Mechanical properties of hot pressed SiCp and B4Cp/Alumix 123 composites alloyed with minor Zr

• Published in: Composites. Part B, Engineering Vol. 54; pp. 34 - 40
• Main Author: Gode, Ceren
• Format: Journal Article
• Language: English
• Published: Kidlington Elsevier Ltd 01.11.2013; Elsevier
• Subjects: A. Metal–matrix composites (MMCs); alloys; aluminum; Applied sciences; B. Mechanical properties; B. Wear; bending strength; copper; Dispersion hardening metals; E. Isostatic processing; Exact sciences and technology; hardness; Metals. Metallurgy; microstructure; Powder metallurgy. Composite materials; pressing; Production techniques; tensile strength; zirconium; B. Mechanical properties; A. Metal–matrix composites (MMCs); B. Wear; E. Isostatic processing; Strengthening; Hot isostatic pressing; Composition effect; Boron carbide; Composite material; Dispersion strengthened metal; Non oxide ceramics; Wear resistance; Sliding wear; Metal matrix composite; Mechanical properties; Zirconium alloy; Aluminium alloy; Hardness; Experimental study; Tensile strength; Bending strength; Silicon carbide; A. Metal-matrix composites (MMCs); Yield strength; Microstructure; Tribology
• ISSN: 1359-8368; 1879-1069
• DOI: 10.1016/j.compositesb.2013.04.068

In the present study, effect of Zr addition on the microstructure and wear behavior of aluminum alloy composites (AMCs) reinforced with B4Cp and SiCp particles fabricated via hot pressing were investigated.
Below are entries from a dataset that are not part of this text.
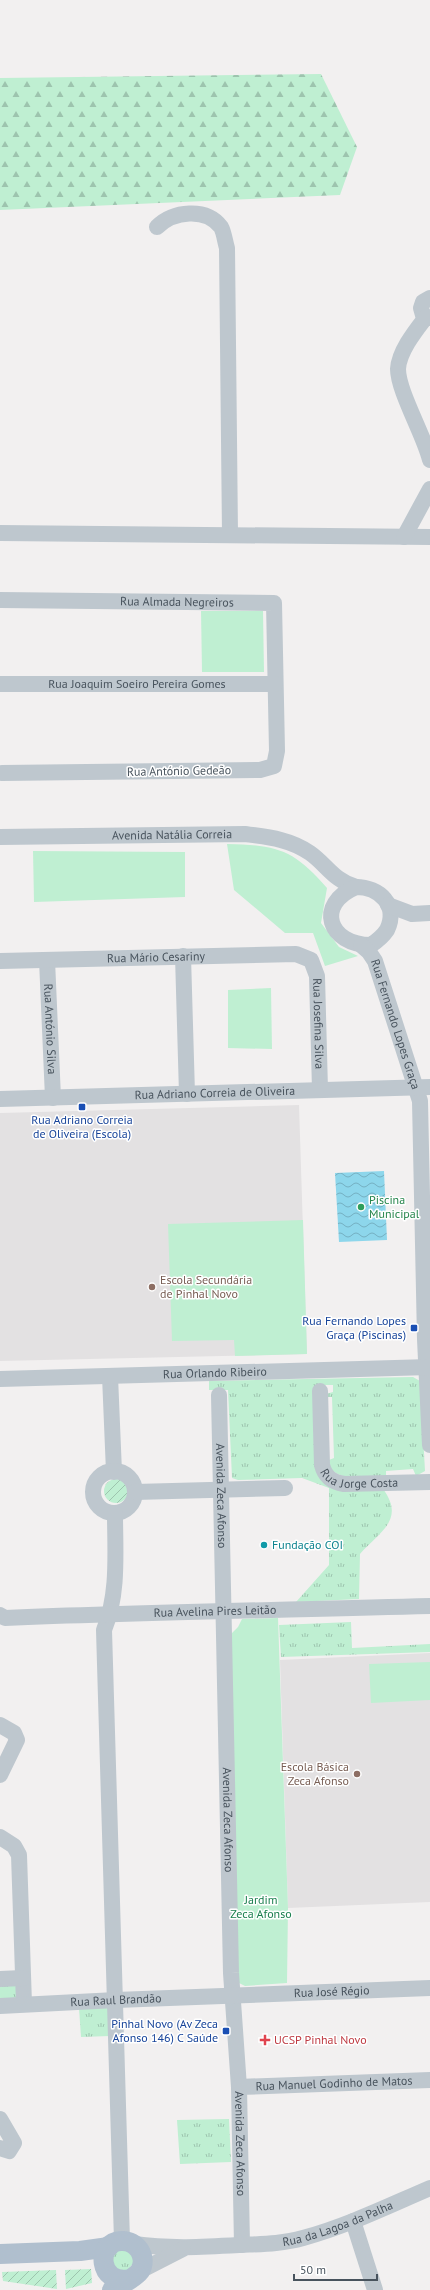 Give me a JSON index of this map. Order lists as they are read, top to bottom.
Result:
{
  "streets": {
    "street": [
      "Rua Almada Negreiros",
      "Rua Joaquim Soeiro Pereira Gomes",
      "Rua António Gedeão",
      "Avenida Natália Correia",
      "Rua Mário Cesariny",
      "Rua Josefina Silva",
      "Rua Fernando Lopes Graça",
      "Rua António Silva",
      "Rua Adriano Correia de Oliveira",
      "Rua Orlando Ribeiro",
      "Rua Jorge Costa",
      "Avenida Zeca Afonso",
      "Rua Avelina Pires Leitão",
      "Rua José Régio",
      "Rua Raul Brandão",
      "Rua Manuel Godinho de Matos",
      "Rua da Lagoa da Palha"
    ]
  },
  "crossings": [
    ["Rua Almada Negreiros", "Rua Joaquim Soeiro Pereira Gomes"],
    ["Rua Almada Negreiros", "Rua António Gedeão"],
    ["Rua Joaquim Soeiro Pereira Gomes", "Rua António Gedeão"],
    ["Avenida Natália Correia", "Rua Fernando Lopes Graça"],
    ["Rua Mário Cesariny", "Rua Josefina Silva"],
    ["Rua Mário Cesariny", "Rua António Silva"],
    ["Rua Josefina Silva", "Rua Adriano Correia de Oliveira"],
    ["Rua Fernando Lopes Graça", "Rua Adriano Correia de Oliveira"],
    ["Rua Fernando Lopes Graça", "Rua Orlando Ribeiro"],
    ["Rua António Silva", "Rua Adriano Correia de Oliveira"],
    ["Avenida Zeca Afonso", "Rua Avelina Pires Leitão"],
    ["Avenida Zeca Afonso", "Rua José Régio"],
    ["Avenida Zeca Afonso", "Rua Raul Brandão"],
    ["Avenida Zeca Afonso", "Rua Manuel Godinho de Matos"],
    ["Avenida Zeca Afonso", "Rua da Lagoa da Palha"],
    ["Rua José Régio", "Rua Raul Brandão"]
  ],
  "parks": ["Jardim Zeca Afonso"],
  "places": {
    "transit": ["Rua Adriano Correia de Oliveira (Escola)", "Rua Fernando Lopes Graça (Piscinas)", "Pinhal Novo (Av Zeca Afonso 146) C Saúde"],
    "other": [
      "Piscina Municipal",
      "Escola Secundária de Pinhal Novo",
      "Fundação COI",
      "Escola Básica Zeca Afonso"
    ],
    "health": ["UCSP Pinhal Novo"]
  },
  "scale_bar": "50 m"
} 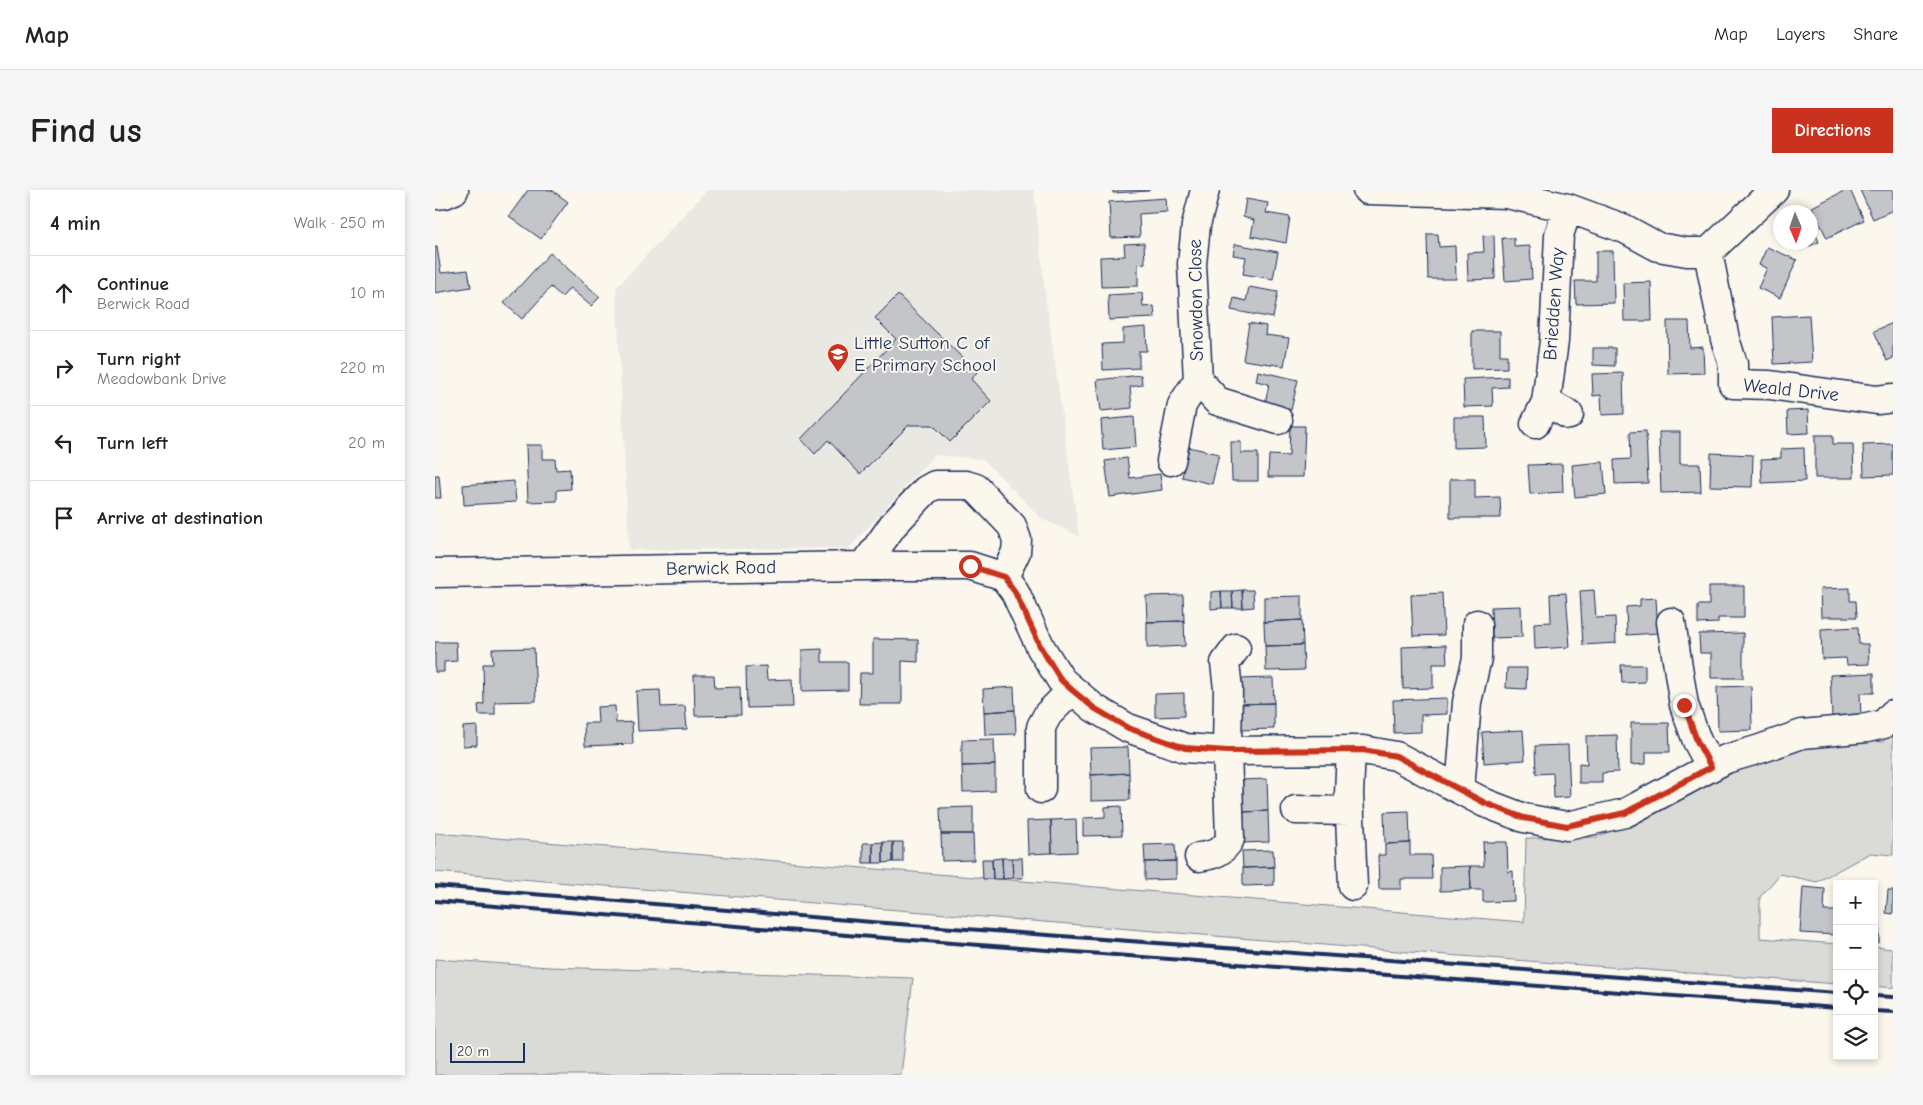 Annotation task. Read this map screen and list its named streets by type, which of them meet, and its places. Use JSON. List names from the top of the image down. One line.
{"streets":{"street":["Snowdon Close","Briedden Way","Weald Drive","Berwick Road"]},"places":{"school or university":["Little Sutton C of E Primary School"]},"scale_bar":"20 m","north":"bottom","page":{"header":"Map","nav":["Map","Layers","Share"],"buttons":"Directions","title":"Find us","heading":["4 min","Walk · 250 m"],"list":[["Continue","Berwick Road","10 m"],["Turn right","Meadowbank Drive","220 m"],["Turn left","20 m"],"Arrive at destination"],"map_buttons":["+","−"],"scale":"20 m"}} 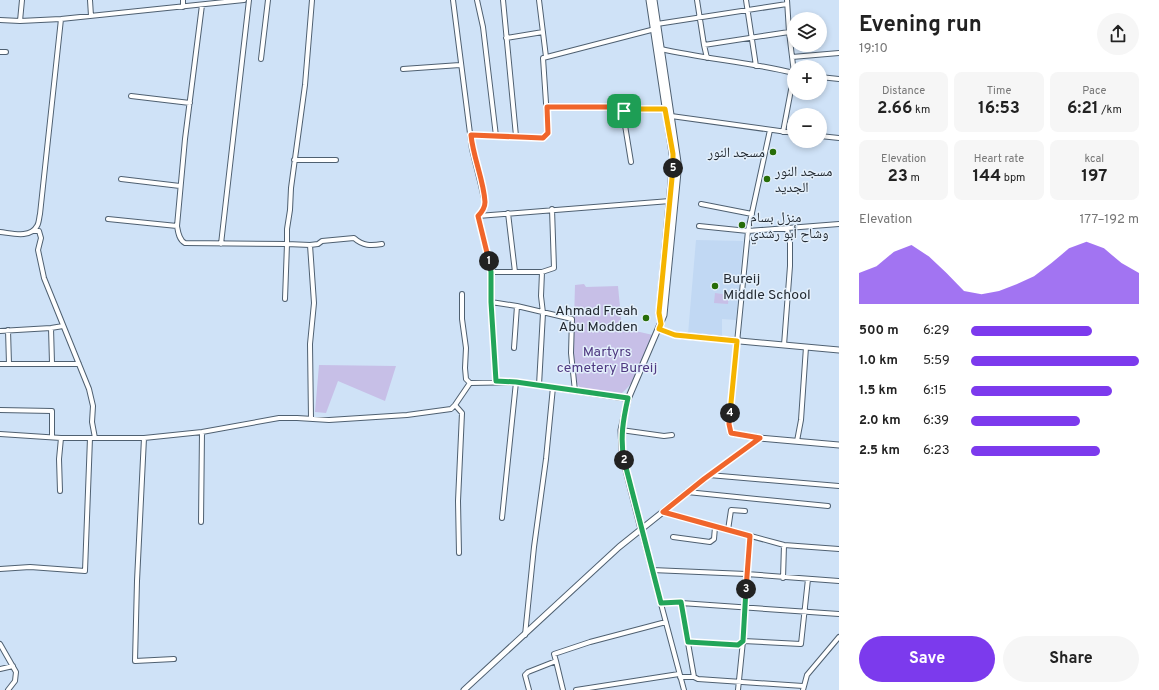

The samples for the study composed of unreinforced aluminum alloy (Alumix 123) and the composites reinforced with 10% B4Cp and % SiCp were prepared by hot isostatic pressing (HIP) method. Similarly, all the samples alloyed with 0.2% Zr were also produced in order to make a comparison. The produced samples were evaluated for microstructural properties and mechanical tests for hardness, tensile and bending strength were performed. Wear test was carried out at 5mm/s sliding speed under 3.0N load for the all kind of hot pressed produced samples. The hot pressed composite microstructures have a more uniform distribution of the reinforcements. After HIP process, the composites were successfully produced with high density (>99%). The addition of Zr increased the yield and tensile strength of the samples. The highest strength value was found for the sample Al 123 matrix alloy with Zr. Evaluation of microstructures showed that copper and zirconium dispersed equally within the matrix microstructure without agglomeration. For the composite samples, Al3Zr, appeared as white precipitate, were inspected around B4C and SiC particles. The composite containing SiC particles and Zr had wear resistance value superior to those of the other counterparts.